> **Assigned task**
Look through the listing for the word "Tiles". Copy each line that has it.

--------------------------------------------------

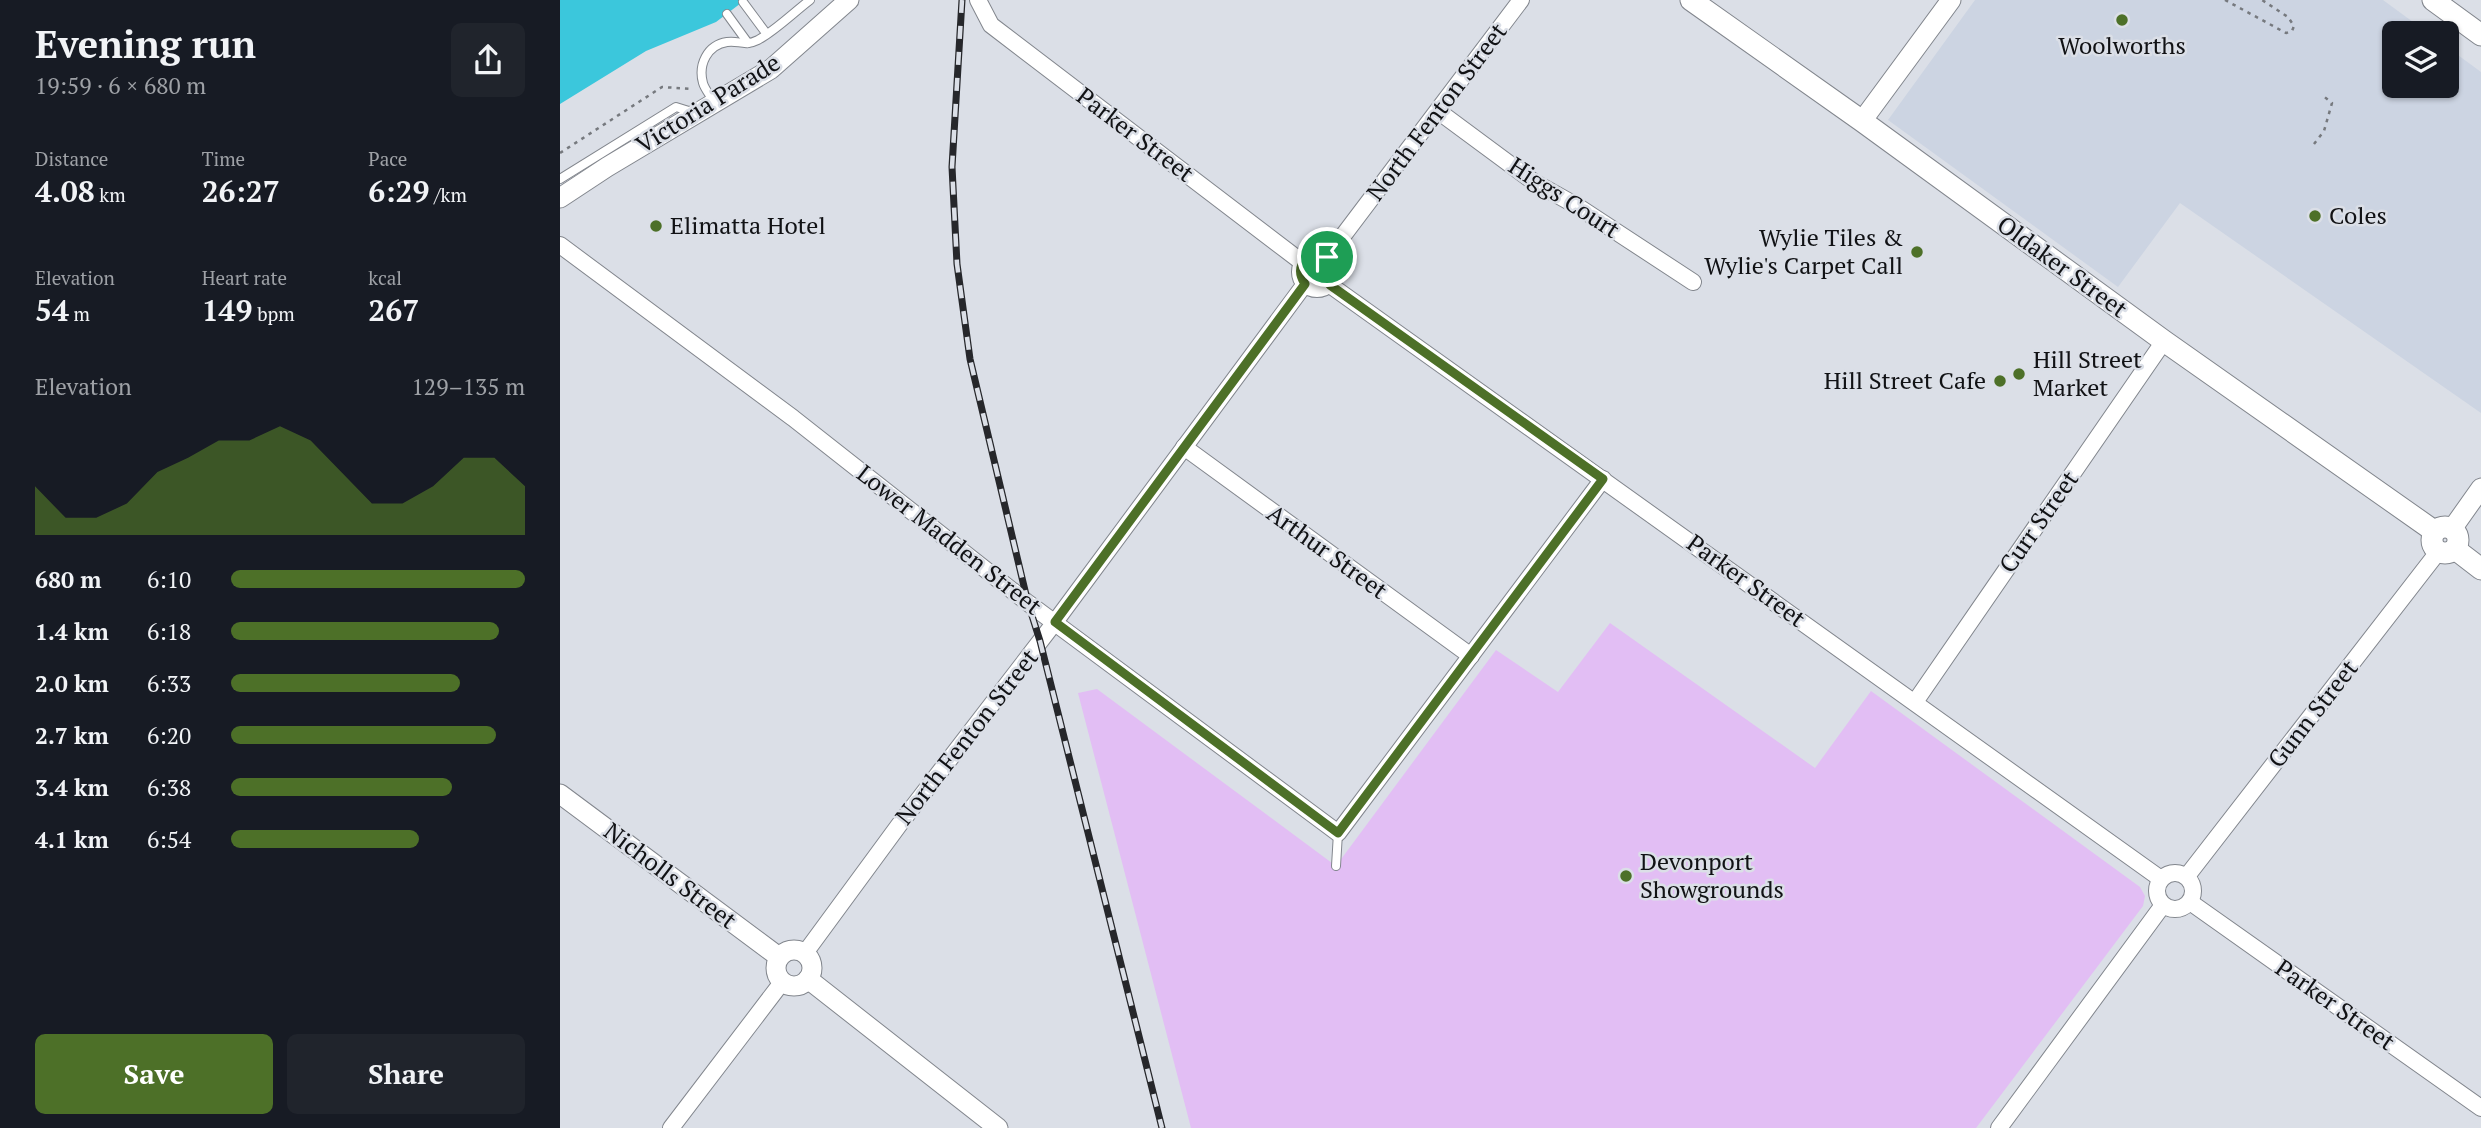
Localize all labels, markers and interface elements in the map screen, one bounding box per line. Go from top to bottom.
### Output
marker: Woolworths [2114,12,2130,28]
street label: North Fenton Street [1359,16,1514,207]
text: Evening run [35,19,256,69]
map controls [2382,21,2459,98]
button: layers [2382,21,2459,98]
button: share [451,23,525,97]
place label: Woolworths [2058,29,2186,61]
street label: Victoria Parade [629,46,786,160]
text: 19:59 · 6 × 680 m [35,70,206,101]
street label: Parker Street [1071,80,1201,189]
text: Distance [35,146,108,171]
text: Time [202,146,245,171]
text: Pace [368,146,407,171]
street label: Higgs Court [1503,149,1626,245]
text: 4.08 [35,171,95,211]
text: 26:27 [202,171,280,211]
text: 6:29 [368,171,429,211]
text: km [95,182,126,207]
text: /km [429,182,467,207]
place label: Coles [2329,199,2387,231]
street label: Oldaker Street [1991,208,2134,324]
marker: Coles [2307,208,2323,224]
place label: Elimatta Hotel [670,209,826,241]
marker: Elimatta Hotel [648,218,664,234]
place label: Wylie Tiles & Wylie's Carpet Call [1704,221,1903,281]
pin [1297,227,1357,287]
icon: arrive [1308,238,1346,276]
marker: Wylie Tiles & Wylie's Carpet Call [1909,244,1925,260]
text: Elevation [35,265,115,290]
text: Heart rate [202,265,287,290]
text: kcal [368,265,402,290]
text: 54 [35,290,69,330]
text: 149 [202,290,253,330]
text: 267 [368,290,419,330]
text: m [69,301,90,326]
text: bpm [253,301,295,326]
place label: Hill Street Market [2033,343,2142,403]
place label: Hill Street Cafe [1824,364,1986,396]
marker: Hill Street Market [2011,366,2027,382]
text: Elevation [35,371,132,402]
text: 129–135 m [412,371,525,402]
marker: Hill Street Cafe [1992,373,2008,389]
street label: Lower Madden Street [851,457,1049,622]
street label: Curr Street [1991,464,2085,579]
street label: Arthur Street [1261,497,1394,606]
street label: Parker Street [1681,526,1812,634]
text: 680 m [35,564,101,595]
text: 6:10 [147,564,191,595]
text: 1.4 km [35,616,109,647]
text: 6:18 [147,616,191,647]
street label: North Fenton Street [888,642,1045,831]
street label: Gunn Street [2260,653,2364,774]
text: 2.0 km [35,668,109,699]
text: 6:33 [147,668,191,699]
text: 2.7 km [35,720,109,751]
text: 6:20 [147,720,191,751]
text: 3.4 km [35,772,109,803]
text: 6:38 [147,772,191,803]
street label: Nicholls Street [598,815,743,936]
text: 4.1 km [35,824,109,855]
text: 6:54 [147,824,191,855]
place label: Devonport Showgrounds [1640,845,1784,905]
marker: Devonport Showgrounds [1618,868,1634,884]
street label: Parker Street [2270,951,2402,1057]
button: Save [35,1034,273,1114]
button: Share [287,1034,525,1114]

--------------------------------------------------

> **Response to this exercise**
place label: Wylie Tiles & Wylie's Carpet Call [1704,221,1903,281]
marker: Wylie Tiles & Wylie's Carpet Call [1909,244,1925,260]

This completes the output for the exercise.